Deloitte Consulting published a report today that suggests a golden age of AI is in the offing, assuming organizations can implement and maintain a consistent approach to machine learning operations (MLOps).
Citing market research conducted by AI-focused Cognilytica, the MLOps: Industrialized AI report from Deloitte notes that the market for MLOps platforms is forecast to generate annual revenues in excess of $4 billion by 2025.
Several startups are already focused on providing these platforms. Less clear, however, is the degree to which MLOps might become an extension of the DevOps platforms many organizations rely on today to build and deploy software.
At the crux of that debate is the way organizations currently build and deploy AI models. The average data science team is lucky if they can build and deploy two AI models a year. In the wake of the COVID-19 pandemic, however, organizations have accelerated their investments in AI as part of an effort to drive digital business transformations, Deloitte AI Institute executive director Beena Ammanath said. “This space is going to heat up in the next 18 months,” Ammanath said.
As the organizations look to operationalize those AI models, managing MLOps at scale becomes a significant issue, she added.
Naturally, venture capital firms and other investors are pouring funds into MLOps startups in the hopes that one might go public or, more likely, be acquired. The most likely candidate for making such an acquisition would be a provider of an existing IT management platform, as MLOps increasingly becomes part of mainstream IT operations.
MLOps, however, is different from artificial intelligence for IT operations (AIOps). The former refers to the process of building and deploying applications that are infused with AI models, while the latter refers to applying AI to automate the management of IT operations. MLOps, in effect, is borrowing many of the principles that DevOps teams pioneered to automate the building and deployment of applications to AI models.

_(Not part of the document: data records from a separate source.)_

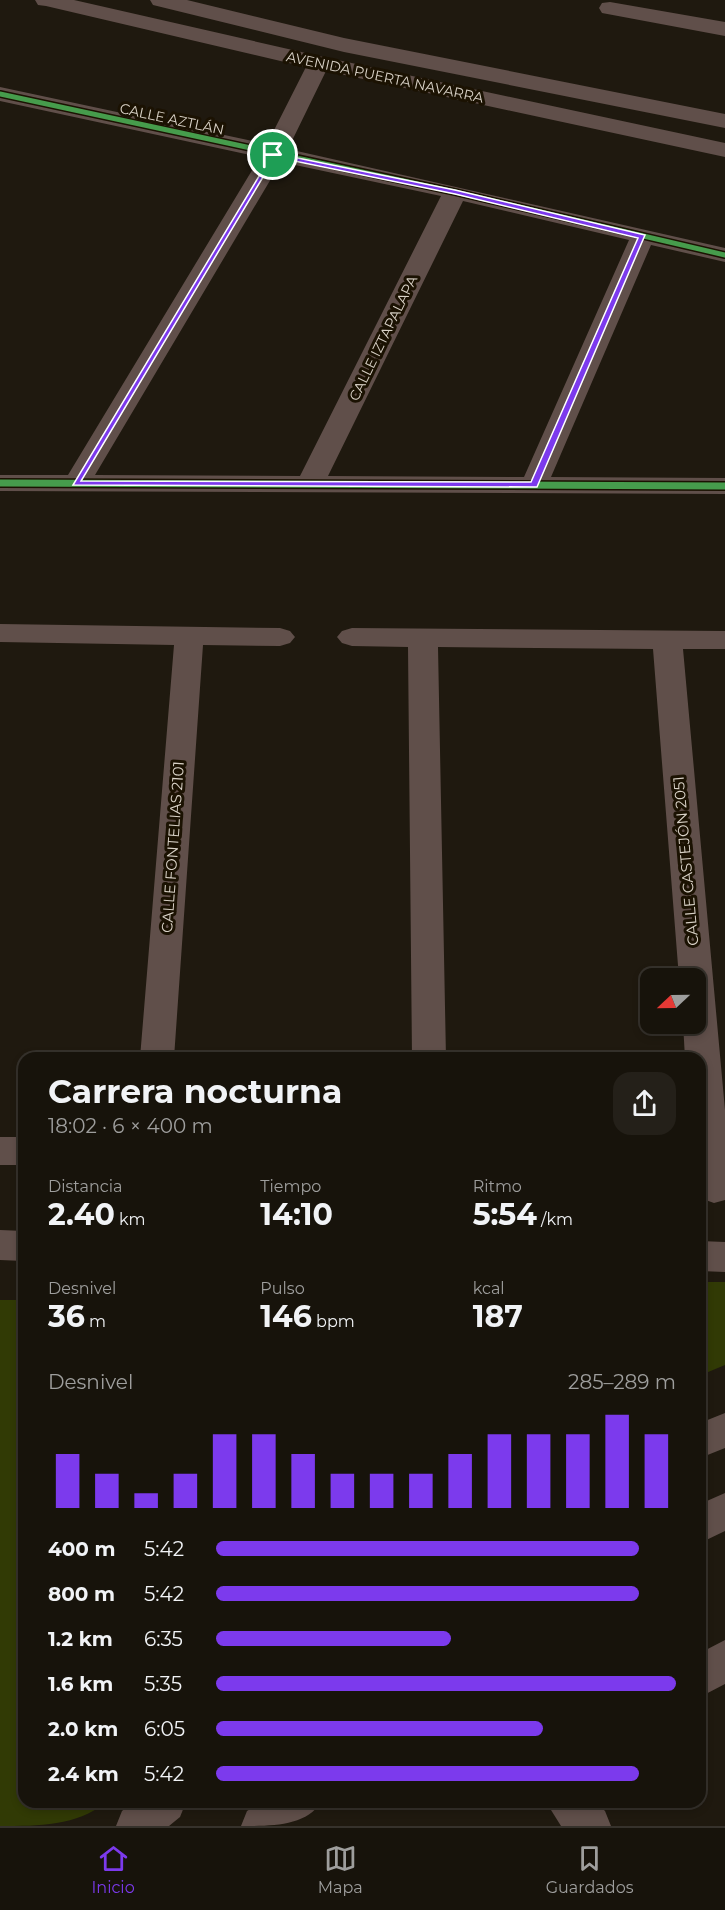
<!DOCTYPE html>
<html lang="es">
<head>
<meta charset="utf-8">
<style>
  :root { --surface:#17130b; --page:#242019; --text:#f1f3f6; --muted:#9e9e9d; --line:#36322c; --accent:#7c3aed }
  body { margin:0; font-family:Montserrat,sans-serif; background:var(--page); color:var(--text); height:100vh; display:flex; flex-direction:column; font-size:22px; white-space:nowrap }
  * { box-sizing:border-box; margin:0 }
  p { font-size:20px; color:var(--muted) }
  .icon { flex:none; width:33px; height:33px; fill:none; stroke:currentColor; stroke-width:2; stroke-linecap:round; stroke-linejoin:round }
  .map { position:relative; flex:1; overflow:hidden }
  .sheet { position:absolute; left:18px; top:1052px; width:688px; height:756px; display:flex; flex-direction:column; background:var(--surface); border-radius:18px; box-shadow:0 3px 9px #0003,0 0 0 2px var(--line) }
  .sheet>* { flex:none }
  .needle { width:39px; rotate:248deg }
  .tools { position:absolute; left:640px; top:968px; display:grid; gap:12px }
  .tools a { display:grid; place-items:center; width:66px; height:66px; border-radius:12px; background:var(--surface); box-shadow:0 3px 9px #0003,0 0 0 2px var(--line); font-size:30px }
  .pin { position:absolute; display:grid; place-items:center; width:51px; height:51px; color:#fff; margin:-26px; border:3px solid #fff; border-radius:50%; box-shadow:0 2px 6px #0007 }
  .round { display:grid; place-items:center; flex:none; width:63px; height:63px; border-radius:18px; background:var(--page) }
  .head { display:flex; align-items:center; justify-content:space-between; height:102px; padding:0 30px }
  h1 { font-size:33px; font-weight:700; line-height:45px }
  .figures { display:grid; grid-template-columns:repeat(3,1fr); gap:9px; height:102px; padding:6px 30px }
  .figures div { display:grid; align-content:center }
  .figures b { font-size:30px; font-weight:700 }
  .figures small { font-size:16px; font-weight:400 }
  .figures p { font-size:16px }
  .chart { height:168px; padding:12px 30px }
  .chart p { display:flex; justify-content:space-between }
  .chart svg { width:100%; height:108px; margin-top:6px; stroke:var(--accent); stroke-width:6 }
  ul { padding:0 30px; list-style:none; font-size:20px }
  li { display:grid; grid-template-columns:96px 72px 1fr; align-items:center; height:45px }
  li i { height:15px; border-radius:8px; background:var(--accent) }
  .dock { display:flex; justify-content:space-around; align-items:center; height:84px; border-top:2px solid var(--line); background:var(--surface); font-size:16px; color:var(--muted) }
  .dock a { display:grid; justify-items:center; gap:3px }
  .dock .active { color:var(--accent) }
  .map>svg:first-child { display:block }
  .green { fill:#313a05 }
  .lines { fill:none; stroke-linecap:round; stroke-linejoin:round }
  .minor { fill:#604f4a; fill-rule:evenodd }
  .cycleway-far1-casing { stroke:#1b1202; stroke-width:8 }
  .cycleway-casing { stroke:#1b1202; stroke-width:10 }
  .cycleway-far1 { stroke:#469c4c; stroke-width:5 }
  .cycleway { stroke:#469c4c; stroke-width:7 }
  .route { fill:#7c3aed; stroke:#fff; stroke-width:1.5; fill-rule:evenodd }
  .labels { text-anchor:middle; stroke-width:6; stroke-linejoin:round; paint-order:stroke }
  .far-street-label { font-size:14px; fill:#d9d2c7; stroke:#1b1202 }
  .street-label { font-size:15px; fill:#d9d2c7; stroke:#1b1202 }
</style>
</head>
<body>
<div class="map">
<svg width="725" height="1826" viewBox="0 0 725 1826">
  <rect width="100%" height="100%" fill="#1f190f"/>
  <!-- green -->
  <path class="green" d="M 701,1282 L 725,1282 L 725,1365 L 701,1375 Z
    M 0,1300 L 24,1300 L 24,1802 L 106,1802 C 77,1826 39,1826 0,1826 Z"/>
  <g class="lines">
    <!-- minor -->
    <path class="minor" d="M 35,0 L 74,0 L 319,56 L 725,143 L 725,157 L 326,71 L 288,149 L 725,248 L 725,262 L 651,245 L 551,477 L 725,478 L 725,494 L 0,491 L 0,475 L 68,475 L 260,157 L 0,101 L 0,87 L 267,144 L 306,67 L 46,6 L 38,5 ZM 281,162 L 441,196 L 300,476 L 95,475 ZM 463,201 L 629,240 L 524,477 L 328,476 Z
      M 150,0 L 187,0 L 344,38 L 725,114 L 725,128 L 344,52 L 153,5 Z
      M 610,2 L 725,22 L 725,36 L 602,13 L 599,8 L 602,3 Z
      M 0,624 L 280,628 L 290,631 L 295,637 L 290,643 L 280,646 L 203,645 L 174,1058 L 140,1058 L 174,645 L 0,642 Z
      M 352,628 L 725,631 L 725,649 L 683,649 L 725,1110 L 725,1200 L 714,1203 L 700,1198 L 700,1058 L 685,1058 L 683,1023 L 696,1023 L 696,978 L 679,978 L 653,649 L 438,647 L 446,1058 L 412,1058 L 408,647 L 352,646 L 342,643 L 337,637 L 342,631 Z
      M 0,1137 L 24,1137 L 24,1165 L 0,1165 Z
      M 0,1230 L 24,1231 L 24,1261 L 0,1260 Z
      M 700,1241 L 725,1242 L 725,1272 L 700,1271 Z
      M 725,1413 L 725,1448 L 700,1458 L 700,1423 Z
      M 725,1493 L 725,1531 L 700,1543 L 700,1504 Z
      M 725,1640 L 725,1684 L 700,1697 L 700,1653 Z
      M 133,1802 L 186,1802 L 180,1817 L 169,1826 L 116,1826 L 122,1811 Z
      M 262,1802 L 321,1802 C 306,1826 273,1826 241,1826 L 247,1811 Z
      M 546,1802 L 596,1802 L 605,1811 L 611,1826 L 561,1826 Z"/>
    <defs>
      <path id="cycleway-far1" d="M 0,94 L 455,192 L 725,255"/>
      <path id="cycleway" d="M 0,483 L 725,486"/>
    </defs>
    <!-- cycleway-far1 casing -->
    <use href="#cycleway-far1" class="cycleway-far1-casing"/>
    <!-- cycleway casing -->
    <use href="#cycleway" class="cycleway-casing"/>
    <!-- cycleway-far1 -->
    <use href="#cycleway-far1" class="cycleway-far1"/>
    <!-- cycleway -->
    <use href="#cycleway" class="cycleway"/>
  </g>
  <!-- route -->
  <path class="route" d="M 273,153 L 455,190 L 645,235 L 537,487 L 73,485 ZM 275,157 L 455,194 L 638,238 L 531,482 L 81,481 Z"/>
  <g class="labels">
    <!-- far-street labels -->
    <g class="far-street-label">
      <text transform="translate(385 77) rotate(12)" y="5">AVENIDA PUERTA NAVARRA</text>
      <text transform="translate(172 119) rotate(12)" y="5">CALLE AZTLÁN</text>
      <text transform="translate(383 338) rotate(-64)" y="5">CALLE IZTAPALAPA</text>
    </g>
    <!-- street labels -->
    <g class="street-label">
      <text transform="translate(173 847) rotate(-86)" y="5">CALLE FONTELIAS 2101</text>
      <text transform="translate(686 861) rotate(-95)" y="5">CALLE CASTEJÓN 2051</text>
    </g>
  </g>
</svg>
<div class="tools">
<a><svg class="needle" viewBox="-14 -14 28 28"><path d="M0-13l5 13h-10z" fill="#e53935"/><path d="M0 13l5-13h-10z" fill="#9e9e9d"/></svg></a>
</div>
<div class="pin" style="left:273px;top:155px;background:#1e9e55"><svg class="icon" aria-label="arrive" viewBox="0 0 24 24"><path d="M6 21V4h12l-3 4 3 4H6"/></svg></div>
<section class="sheet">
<div class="head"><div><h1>Carrera nocturna</h1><p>18:02 · 6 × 400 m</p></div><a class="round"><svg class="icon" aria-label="share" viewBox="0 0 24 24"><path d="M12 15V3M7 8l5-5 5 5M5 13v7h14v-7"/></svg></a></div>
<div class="figures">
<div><p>Distancia</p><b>2.40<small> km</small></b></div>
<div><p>Tiempo</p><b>14:10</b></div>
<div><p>Ritmo</p><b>5:54<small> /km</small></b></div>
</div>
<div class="figures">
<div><p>Desnivel</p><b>36<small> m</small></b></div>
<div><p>Pulso</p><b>146<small> bpm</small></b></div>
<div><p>kcal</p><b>187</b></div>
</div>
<div class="chart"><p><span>Desnivel</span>285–289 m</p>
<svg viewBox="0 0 160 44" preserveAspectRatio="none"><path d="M5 44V22M15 44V30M25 44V38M35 44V30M45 44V14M55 44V14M65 44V22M75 44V30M85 44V30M95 44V30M105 44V22M115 44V14M125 44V14M135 44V14M145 44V6M155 44V14"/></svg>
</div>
<ul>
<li><b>400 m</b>5:42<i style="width:92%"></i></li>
<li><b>800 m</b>5:42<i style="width:92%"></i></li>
<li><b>1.2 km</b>6:35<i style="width:51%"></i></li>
<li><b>1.6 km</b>5:35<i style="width:100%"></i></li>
<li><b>2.0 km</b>6:05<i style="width:71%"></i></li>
<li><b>2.4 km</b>5:42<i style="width:92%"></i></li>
</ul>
</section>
</div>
<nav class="dock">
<a class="active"><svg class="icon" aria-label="home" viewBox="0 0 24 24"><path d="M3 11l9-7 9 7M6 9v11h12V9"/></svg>Inicio</a>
<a><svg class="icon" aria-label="map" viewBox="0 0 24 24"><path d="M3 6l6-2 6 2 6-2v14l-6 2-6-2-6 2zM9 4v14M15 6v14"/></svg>Mapa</a>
<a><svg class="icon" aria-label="saved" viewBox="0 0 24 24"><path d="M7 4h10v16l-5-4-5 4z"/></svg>Guardados</a>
</nav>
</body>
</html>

Those MLOps processes not only extend to how AI models are built and deployed but also how they’re governed and eventually retired. One of the major issues with AI models is that results can drift over time as new data sources are made available or business conditions change beyond the scope of the initial model. That requires organizations to either update that AI model or replace it altogether with another AI model. In all cases, IT teams need to continuously test and validate recommendations AI models make to ensure they are consistent, relevant, and operating within ethical guidelines.
Coordinating that level of activity across teams of data scientists, developers, data engineers, quality assurance personnel, and IT staff requires a highly disciplined approach to MLOps, Ammanath said.

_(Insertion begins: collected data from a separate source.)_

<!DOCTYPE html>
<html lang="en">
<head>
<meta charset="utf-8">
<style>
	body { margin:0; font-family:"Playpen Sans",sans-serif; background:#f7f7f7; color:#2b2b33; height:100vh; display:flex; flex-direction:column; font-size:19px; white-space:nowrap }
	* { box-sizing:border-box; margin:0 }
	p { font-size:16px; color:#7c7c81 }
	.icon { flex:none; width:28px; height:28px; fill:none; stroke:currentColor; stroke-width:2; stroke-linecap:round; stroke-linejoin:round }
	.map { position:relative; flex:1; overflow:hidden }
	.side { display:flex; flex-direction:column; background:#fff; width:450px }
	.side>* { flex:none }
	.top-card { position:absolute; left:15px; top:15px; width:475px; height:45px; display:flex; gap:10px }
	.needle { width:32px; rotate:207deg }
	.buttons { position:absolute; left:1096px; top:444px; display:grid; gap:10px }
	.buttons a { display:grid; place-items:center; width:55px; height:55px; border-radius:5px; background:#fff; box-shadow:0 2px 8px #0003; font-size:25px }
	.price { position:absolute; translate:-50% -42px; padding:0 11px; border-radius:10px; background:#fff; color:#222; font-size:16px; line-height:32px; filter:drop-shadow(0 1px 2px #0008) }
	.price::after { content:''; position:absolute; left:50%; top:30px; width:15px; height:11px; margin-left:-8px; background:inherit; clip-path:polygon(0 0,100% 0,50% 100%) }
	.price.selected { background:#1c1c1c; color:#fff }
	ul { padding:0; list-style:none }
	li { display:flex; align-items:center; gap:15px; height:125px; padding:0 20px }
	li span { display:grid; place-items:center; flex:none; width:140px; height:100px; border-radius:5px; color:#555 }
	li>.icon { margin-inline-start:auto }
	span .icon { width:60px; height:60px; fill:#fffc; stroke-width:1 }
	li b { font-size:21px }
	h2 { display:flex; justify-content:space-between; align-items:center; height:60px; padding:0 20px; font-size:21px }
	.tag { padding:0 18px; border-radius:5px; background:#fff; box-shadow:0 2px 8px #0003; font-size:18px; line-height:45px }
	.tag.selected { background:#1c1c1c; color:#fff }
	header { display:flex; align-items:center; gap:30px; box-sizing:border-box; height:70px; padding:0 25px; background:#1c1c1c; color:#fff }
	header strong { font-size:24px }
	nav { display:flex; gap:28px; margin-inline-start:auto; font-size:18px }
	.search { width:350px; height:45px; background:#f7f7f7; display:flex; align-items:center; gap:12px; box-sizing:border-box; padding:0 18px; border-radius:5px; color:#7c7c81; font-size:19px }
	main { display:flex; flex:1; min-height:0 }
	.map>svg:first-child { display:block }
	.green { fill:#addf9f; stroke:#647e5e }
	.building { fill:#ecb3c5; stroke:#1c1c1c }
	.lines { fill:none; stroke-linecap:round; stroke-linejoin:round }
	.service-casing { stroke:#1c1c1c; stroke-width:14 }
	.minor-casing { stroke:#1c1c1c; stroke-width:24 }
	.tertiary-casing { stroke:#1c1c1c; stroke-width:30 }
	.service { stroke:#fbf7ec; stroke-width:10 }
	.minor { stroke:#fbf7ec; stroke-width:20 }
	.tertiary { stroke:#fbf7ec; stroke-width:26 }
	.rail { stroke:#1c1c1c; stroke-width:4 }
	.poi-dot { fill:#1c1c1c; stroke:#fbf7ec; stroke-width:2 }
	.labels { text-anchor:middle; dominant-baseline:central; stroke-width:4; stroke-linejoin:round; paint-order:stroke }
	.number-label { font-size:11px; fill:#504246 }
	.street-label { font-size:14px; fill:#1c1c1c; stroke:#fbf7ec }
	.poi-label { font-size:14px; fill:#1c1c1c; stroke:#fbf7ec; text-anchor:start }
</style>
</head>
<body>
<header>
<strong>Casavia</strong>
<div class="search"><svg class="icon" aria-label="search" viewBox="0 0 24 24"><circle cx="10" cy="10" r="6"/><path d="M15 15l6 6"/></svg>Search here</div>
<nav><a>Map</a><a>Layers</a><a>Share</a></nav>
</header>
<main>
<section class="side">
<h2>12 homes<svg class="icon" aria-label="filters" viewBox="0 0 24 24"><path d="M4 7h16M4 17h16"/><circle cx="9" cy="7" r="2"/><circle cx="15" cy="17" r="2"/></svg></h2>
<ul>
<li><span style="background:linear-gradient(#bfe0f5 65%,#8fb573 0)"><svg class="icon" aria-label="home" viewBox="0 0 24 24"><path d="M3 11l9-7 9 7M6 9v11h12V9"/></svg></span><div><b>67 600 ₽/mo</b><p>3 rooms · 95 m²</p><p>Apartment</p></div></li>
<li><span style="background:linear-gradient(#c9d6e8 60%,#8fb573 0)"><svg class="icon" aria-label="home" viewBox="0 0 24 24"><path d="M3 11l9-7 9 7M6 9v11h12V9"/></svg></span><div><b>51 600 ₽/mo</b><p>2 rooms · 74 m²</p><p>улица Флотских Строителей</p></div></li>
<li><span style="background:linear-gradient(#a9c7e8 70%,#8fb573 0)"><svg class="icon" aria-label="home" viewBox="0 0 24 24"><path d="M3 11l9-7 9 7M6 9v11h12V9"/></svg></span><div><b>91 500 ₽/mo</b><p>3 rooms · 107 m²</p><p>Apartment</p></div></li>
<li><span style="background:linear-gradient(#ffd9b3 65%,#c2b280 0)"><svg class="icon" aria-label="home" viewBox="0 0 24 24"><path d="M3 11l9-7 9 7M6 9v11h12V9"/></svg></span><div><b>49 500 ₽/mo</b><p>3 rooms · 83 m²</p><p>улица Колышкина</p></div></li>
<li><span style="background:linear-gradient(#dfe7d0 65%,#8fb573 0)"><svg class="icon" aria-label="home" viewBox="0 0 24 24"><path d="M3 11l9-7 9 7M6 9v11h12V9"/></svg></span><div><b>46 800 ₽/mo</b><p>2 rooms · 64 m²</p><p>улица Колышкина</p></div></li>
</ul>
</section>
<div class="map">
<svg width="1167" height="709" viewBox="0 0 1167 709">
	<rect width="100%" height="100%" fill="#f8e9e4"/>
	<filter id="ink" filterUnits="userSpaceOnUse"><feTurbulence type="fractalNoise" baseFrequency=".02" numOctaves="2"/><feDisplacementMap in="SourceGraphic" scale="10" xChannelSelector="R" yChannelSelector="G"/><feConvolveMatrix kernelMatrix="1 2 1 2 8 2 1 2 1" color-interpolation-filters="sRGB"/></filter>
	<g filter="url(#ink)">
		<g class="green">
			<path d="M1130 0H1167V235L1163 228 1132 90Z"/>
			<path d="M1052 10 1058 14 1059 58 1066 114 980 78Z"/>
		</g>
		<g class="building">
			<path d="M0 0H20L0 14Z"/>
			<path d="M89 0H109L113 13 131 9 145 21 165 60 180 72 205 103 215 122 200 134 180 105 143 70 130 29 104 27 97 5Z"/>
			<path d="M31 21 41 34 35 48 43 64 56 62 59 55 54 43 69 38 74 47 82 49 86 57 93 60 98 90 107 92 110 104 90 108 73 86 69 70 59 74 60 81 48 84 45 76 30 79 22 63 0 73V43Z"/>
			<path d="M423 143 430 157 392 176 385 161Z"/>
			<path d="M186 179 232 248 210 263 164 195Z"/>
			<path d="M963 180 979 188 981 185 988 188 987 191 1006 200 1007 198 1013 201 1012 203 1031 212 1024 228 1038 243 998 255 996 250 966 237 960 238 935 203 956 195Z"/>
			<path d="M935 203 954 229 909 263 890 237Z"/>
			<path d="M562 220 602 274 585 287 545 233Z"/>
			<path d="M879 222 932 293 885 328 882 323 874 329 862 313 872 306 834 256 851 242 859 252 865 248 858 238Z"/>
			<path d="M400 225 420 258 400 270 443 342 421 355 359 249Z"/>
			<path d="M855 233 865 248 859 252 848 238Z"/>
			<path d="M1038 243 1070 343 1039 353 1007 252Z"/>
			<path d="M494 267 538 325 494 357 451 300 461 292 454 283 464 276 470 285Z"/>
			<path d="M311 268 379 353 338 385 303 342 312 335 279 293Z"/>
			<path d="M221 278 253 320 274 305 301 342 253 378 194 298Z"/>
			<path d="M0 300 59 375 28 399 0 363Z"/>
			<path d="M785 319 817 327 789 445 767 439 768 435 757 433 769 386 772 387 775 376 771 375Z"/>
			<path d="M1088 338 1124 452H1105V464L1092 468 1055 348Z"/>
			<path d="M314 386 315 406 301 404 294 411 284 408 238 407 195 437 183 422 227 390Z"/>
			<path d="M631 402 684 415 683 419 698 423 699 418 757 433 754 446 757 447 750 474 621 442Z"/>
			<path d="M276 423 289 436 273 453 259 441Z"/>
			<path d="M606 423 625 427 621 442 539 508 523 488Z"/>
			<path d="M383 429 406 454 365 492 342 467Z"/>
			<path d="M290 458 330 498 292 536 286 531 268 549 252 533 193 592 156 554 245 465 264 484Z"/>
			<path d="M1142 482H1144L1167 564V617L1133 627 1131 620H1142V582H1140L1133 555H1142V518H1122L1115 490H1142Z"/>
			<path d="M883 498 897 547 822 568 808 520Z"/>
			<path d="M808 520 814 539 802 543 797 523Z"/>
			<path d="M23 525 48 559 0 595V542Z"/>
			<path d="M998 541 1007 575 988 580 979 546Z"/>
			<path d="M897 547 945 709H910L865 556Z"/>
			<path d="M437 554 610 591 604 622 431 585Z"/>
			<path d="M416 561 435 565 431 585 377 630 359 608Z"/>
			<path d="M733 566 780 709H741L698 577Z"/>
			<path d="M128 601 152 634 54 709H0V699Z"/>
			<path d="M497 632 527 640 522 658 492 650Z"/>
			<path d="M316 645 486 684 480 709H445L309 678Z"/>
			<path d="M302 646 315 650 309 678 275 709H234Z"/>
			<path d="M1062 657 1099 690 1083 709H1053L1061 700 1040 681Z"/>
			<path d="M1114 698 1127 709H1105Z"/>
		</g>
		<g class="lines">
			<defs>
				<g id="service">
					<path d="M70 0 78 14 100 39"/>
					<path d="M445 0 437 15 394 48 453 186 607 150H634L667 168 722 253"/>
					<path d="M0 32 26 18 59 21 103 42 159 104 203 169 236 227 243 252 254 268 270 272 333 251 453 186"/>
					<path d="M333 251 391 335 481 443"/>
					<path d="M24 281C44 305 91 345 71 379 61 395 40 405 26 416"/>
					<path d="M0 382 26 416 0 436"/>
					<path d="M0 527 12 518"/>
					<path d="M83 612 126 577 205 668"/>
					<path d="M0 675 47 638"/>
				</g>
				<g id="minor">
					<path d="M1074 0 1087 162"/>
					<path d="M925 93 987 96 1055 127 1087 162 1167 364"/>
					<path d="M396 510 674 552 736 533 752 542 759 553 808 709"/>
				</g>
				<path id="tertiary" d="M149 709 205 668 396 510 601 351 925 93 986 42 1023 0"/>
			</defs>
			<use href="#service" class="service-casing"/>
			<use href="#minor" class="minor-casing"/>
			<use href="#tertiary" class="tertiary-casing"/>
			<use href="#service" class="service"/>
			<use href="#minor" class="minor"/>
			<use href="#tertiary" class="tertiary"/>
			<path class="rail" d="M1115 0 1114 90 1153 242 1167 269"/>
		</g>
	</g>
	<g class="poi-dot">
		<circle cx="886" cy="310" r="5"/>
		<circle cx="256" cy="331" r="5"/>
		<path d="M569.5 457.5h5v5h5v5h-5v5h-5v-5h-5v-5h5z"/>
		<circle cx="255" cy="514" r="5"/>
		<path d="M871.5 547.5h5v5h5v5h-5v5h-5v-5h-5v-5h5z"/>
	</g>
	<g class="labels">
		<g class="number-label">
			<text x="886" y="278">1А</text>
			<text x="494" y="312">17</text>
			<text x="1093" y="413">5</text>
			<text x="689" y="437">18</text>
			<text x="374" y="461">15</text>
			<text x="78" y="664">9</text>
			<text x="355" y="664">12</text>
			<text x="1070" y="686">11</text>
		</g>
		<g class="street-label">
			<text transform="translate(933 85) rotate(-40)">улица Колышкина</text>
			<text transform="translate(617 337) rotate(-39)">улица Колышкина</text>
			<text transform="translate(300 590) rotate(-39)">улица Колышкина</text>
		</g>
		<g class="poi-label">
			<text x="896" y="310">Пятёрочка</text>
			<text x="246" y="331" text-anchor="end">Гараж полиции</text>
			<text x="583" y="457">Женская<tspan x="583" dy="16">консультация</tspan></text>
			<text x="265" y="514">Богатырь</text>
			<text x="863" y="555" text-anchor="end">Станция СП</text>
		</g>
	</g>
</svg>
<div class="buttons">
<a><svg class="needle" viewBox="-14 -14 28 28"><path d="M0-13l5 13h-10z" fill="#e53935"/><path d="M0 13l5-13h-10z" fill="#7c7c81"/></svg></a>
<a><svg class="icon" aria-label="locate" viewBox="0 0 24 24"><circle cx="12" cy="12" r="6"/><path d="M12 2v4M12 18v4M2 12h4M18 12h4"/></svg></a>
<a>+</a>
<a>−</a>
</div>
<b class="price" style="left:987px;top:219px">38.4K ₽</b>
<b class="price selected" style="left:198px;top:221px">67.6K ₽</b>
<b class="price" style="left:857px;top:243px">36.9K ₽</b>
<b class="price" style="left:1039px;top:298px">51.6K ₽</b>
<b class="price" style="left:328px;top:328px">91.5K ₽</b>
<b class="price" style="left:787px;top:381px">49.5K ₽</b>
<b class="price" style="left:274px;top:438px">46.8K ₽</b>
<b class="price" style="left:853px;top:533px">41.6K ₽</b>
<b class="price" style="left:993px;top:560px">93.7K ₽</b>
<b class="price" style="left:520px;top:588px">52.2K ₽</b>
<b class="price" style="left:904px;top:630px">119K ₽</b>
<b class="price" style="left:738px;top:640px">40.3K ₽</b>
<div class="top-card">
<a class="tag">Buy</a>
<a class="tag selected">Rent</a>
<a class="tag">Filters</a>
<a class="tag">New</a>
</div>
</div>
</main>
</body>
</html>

At this juncture, there is still a fair amount of healthy skepticism when it comes to applying AI. Well-defined processes tend to lend themselves better to automation using machine learning algorithms. The days when AI might one day replace the need for humans altogether is still far away. Instead, most AI applications merely augment the capabilities of humans.
The challenge organizations face now is that many of their existing processes are being rendered obsolete as organizations embrace digital business transformation. Applying AI models to business processes that are not as widely understood is a lot more challenging than automating a process that has been operating in the same manner for years, Ammanath noted.
Regardless of use case, there’s no putting the AI genie back in the proverbial bottle. Just about every application will be augmented to varying degrees by one or more AI models. The challenge and opportunity now are to provide the platforms that make it possible to not only build and deploy AI models at scale but also when necessary roll them back before any permanent damage is inflicted.